Hacker Newsnew | past | comments | ask | show | jobs | submitlogin

I've used Digital Ocean for nearly 10 years. It's been good.

That said: I don't know enough about your situation, but ... what are you optimizing for?

AWS/GCP/Azure have each got a platform that provides a heap of functionality. Using that will save you time-to-delivery and engineer-hours. All the clouds have startup programs that will mean it's basically free until you get some traction.

If you're looking for investment, using AWS/etc means you instantly avoid all the questions about CapEx and risk that follow from self-hosting.

Don't underestimate the upside of not dealing with a bunch of cobbled-together service providers (hosting, billing, SMS for 2FA, email, monitoring, etc, etc). Having a single provider and a single bill simplifies your admin a lot.

And if you need to scale in a hurry, it's a whole lot easier if you've adopted a cloud platform.

Is avoiding lock-in really a big problem? In your software, you can either use a third-party abstraction, or build a shim layer that sits above the services you use that would allow you to migrate (even to self-hosting) if you had to. For the most common services, there's not even really a need for this: the AWS API is widely supported anyway. The devops/sysadm side is harder though.

Some of this won't apply if you're bootstrapping: it's more work, but vastly cheaper to do a lot of stuff yourself, and renting a half-cabinet colo and stuffing it with off-lease servers will cost you engineer-hours, but saves a heap of cash. Augmenting that with a PC at home for backup, and cheap VMs from Digital Ocean, Vultr, Hetzner, Linode, etc for scale might work out well. But it's hard to beat the free plans from the clouds.



Don't underestimate the downside of using those "heaps of services". It was funny to see someone using RDS and was warned of expiring CA certificate and AWS suddenly charging for extended support because the version they were using went out of support period.

I laughed how they were supposed to just install MySQL locally and avoided all that.

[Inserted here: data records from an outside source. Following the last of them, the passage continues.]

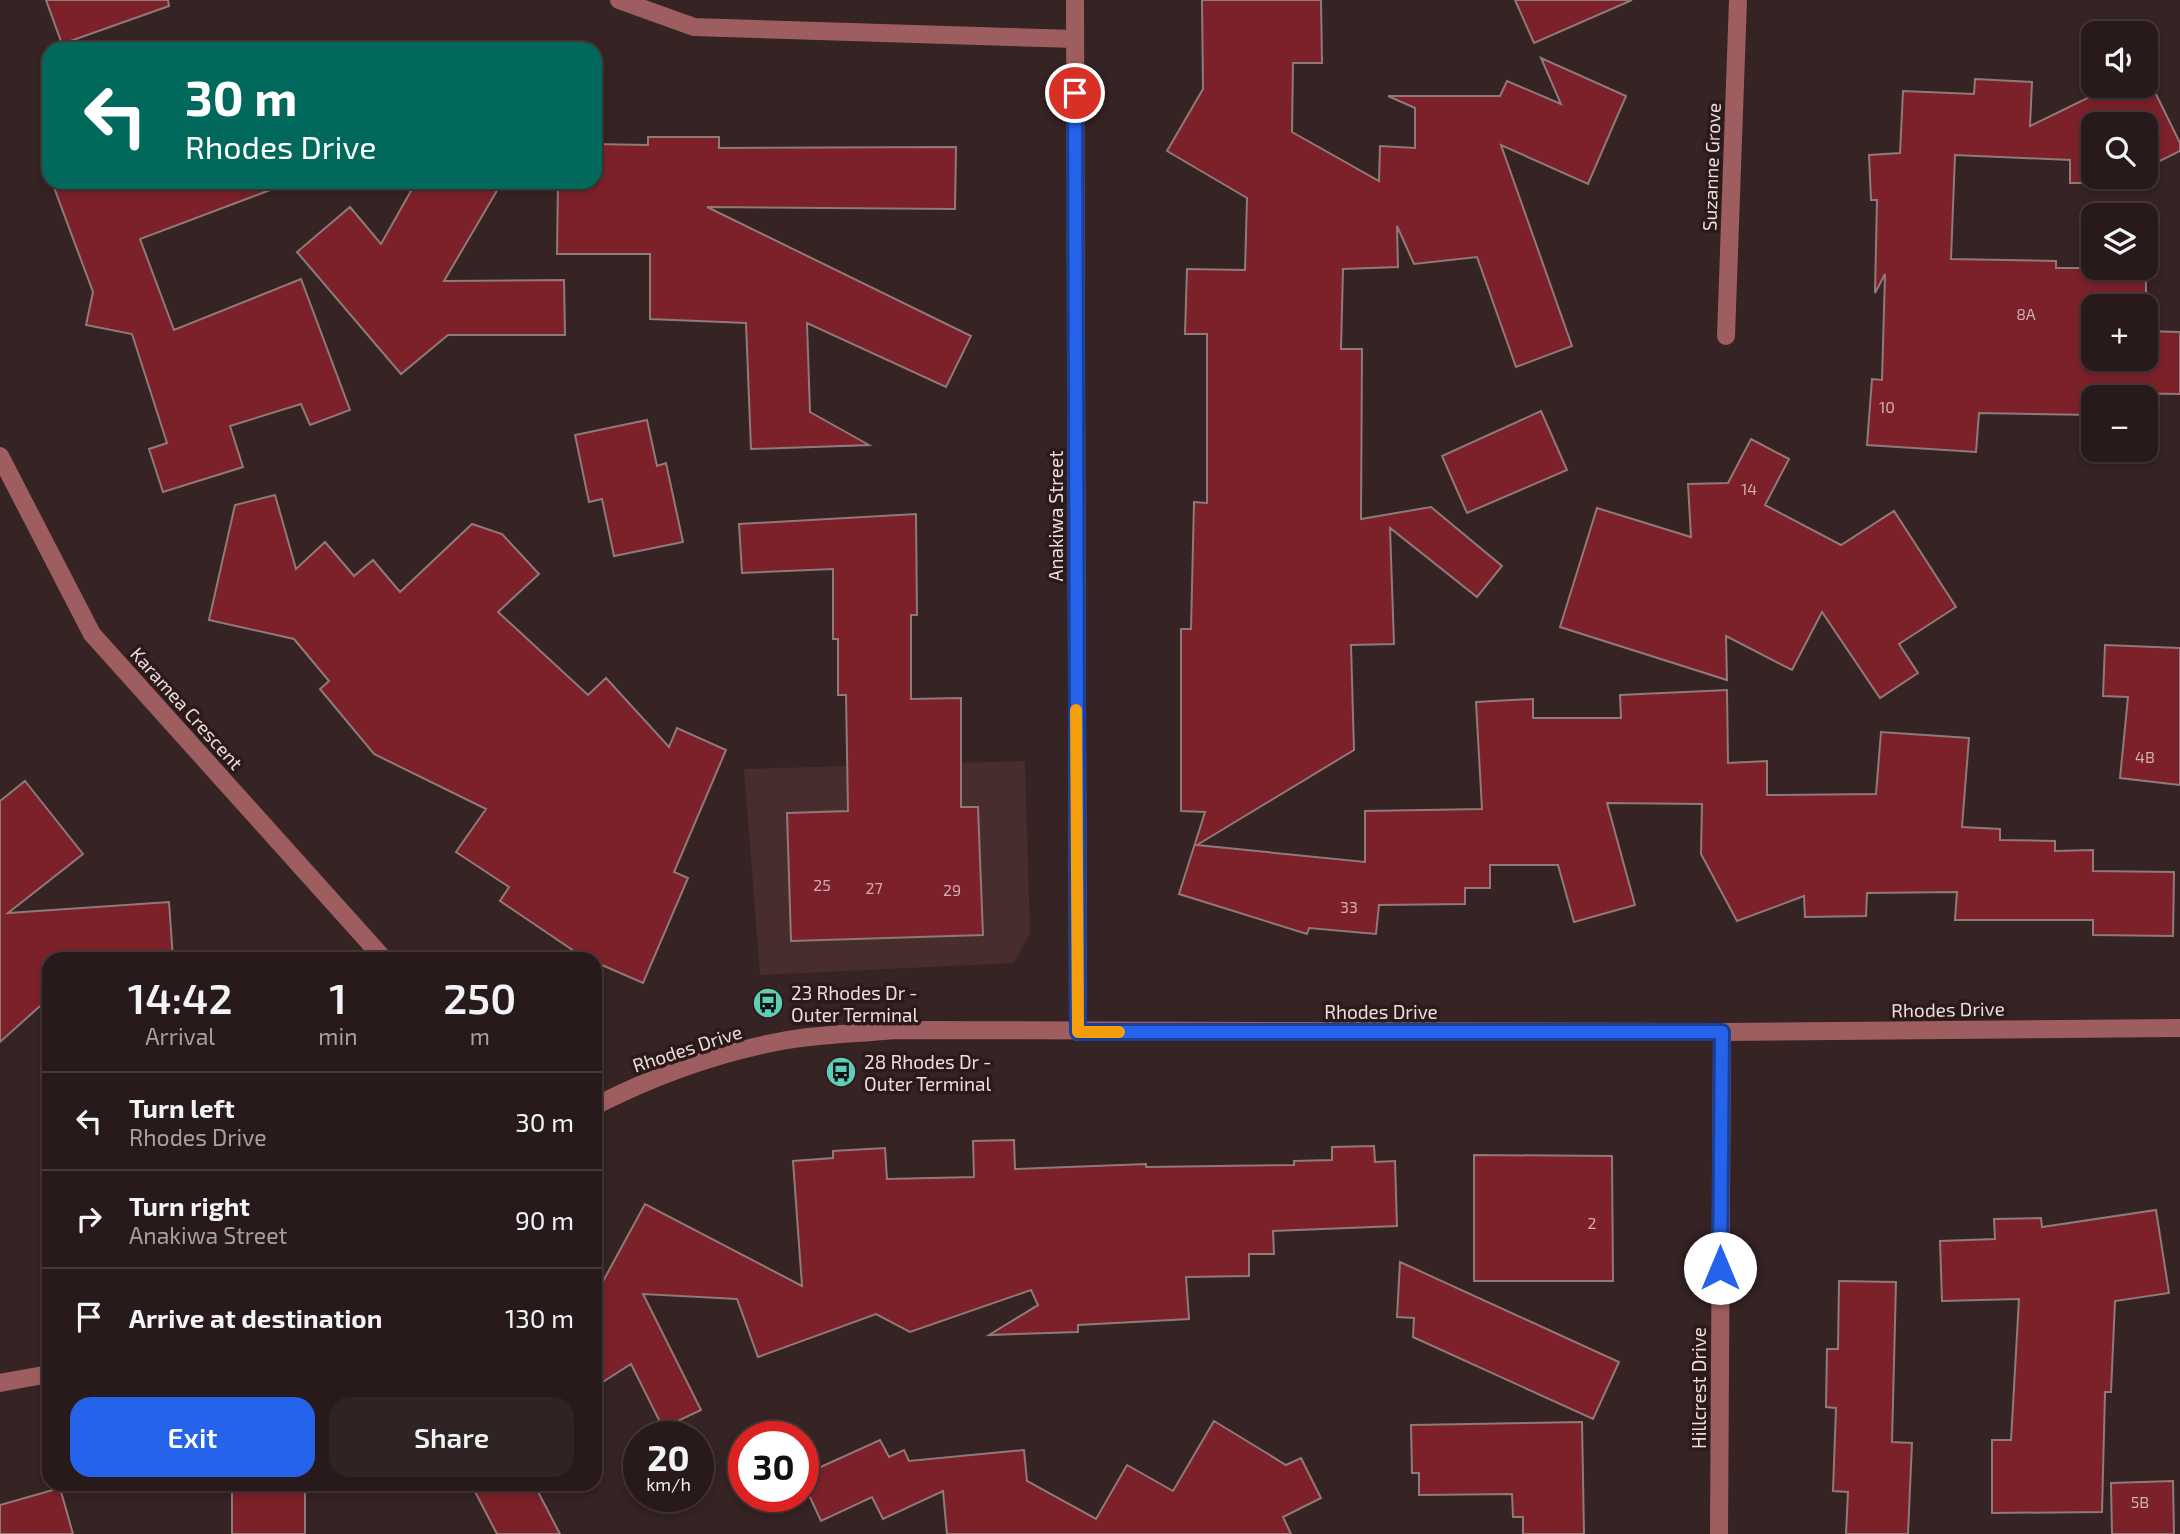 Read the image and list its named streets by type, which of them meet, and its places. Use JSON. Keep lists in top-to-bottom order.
{
  "streets": {
    "street": [
      "Suzanne Grove",
      "Anakiwa Street",
      "Karamea Crescent",
      "Rhodes Drive",
      "Hillcrest Drive"
    ]
  },
  "crossings": [
    ["Anakiwa Street", "Rhodes Drive"],
    ["Rhodes Drive", "Hillcrest Drive"]
  ],
  "places": {
    "bus stop": ["23 Rhodes Dr - Outer Terminal", "28 Rhodes Dr - Outer Terminal"]
  },
  "house_numbers": [
    "8A",
    "10",
    "14",
    "4B",
    "25",
    "27",
    "29",
    "33",
    "2",
    "5B"
  ],
  "page": {
    "map_buttons": ["+", "−"],
    "turn": ["30 m", "Rhodes Drive"],
    "eta": [
      "14:42",
      "Arrival",
      "1",
      "min",
      "250",
      "m"
    ],
    "list": [
      {
        "name": "Turn left",
        "note": "Rhodes Drive",
        "value": "30 m"
      },
      {
        "name": "Turn right",
        "note": "Anakiwa Street",
        "value": "90 m"
      },
      {
        "name": "Arrive at destination",
        "value": "130 m"
      }
    ],
    "buttons": ["Exit", "Share"],
    "speed": "20 km/h",
    "limit": "30"
  }
}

If you wanted point in time recovery, just read the doc for an hour and do it yourself when you have to spend more time reading warning email from AWS and search around to see what they meant for unnecessary interactions of their artificial limitations.

Some people seem to think using "heaps of services" make them look smarter but they're not.

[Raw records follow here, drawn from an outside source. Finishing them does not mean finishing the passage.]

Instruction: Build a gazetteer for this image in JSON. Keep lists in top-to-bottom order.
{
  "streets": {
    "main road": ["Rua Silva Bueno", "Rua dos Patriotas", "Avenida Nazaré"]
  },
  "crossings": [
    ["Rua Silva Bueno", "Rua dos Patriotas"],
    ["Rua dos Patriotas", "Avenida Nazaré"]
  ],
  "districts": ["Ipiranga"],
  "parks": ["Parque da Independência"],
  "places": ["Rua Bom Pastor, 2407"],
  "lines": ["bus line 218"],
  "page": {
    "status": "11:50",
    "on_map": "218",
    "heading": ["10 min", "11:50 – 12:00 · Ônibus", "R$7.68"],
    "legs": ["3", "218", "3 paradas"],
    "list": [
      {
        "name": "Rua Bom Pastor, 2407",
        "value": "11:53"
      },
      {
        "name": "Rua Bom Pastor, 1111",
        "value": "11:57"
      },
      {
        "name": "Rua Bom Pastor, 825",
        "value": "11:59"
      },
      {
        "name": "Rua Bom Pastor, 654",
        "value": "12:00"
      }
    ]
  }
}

Free plans are to lure you into their locked up ecosystem and gives you no gain on knowledge by dealing with their limitations, rather better to learn the tools you're using.


It sounds like the OP has made their decision, and wants to avoid "the big three", so this is likely a moot point. But ...

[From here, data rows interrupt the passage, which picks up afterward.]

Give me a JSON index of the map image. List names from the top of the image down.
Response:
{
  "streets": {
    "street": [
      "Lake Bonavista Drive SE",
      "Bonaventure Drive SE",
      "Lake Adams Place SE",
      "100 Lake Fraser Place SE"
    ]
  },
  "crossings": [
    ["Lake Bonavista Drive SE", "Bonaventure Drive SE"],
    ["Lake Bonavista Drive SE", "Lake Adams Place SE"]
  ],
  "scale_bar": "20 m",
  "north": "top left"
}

Dependencies are always a trade-off. Be they code libraries/modules, programming languages, network protocols, services, etc, any dependency has the benefit of giving you something you'd otherwise have to implement yourself with the downside of then being tied to their schedule, quality, license, pricing, lock-in, etc.

In your RDS example, a similar problem might be a self-hosted database that has an urgent security update. If you're using a cloud provider, that's just taken care of without you even seeing any downtime. When self-hosted, that's a software upgrade, with all the attendant concerns about backwards compatibility, making sure you coordinate the replica upgrades, etc, etc. In both cases, ignoring the issue has costs (one financial, the other security).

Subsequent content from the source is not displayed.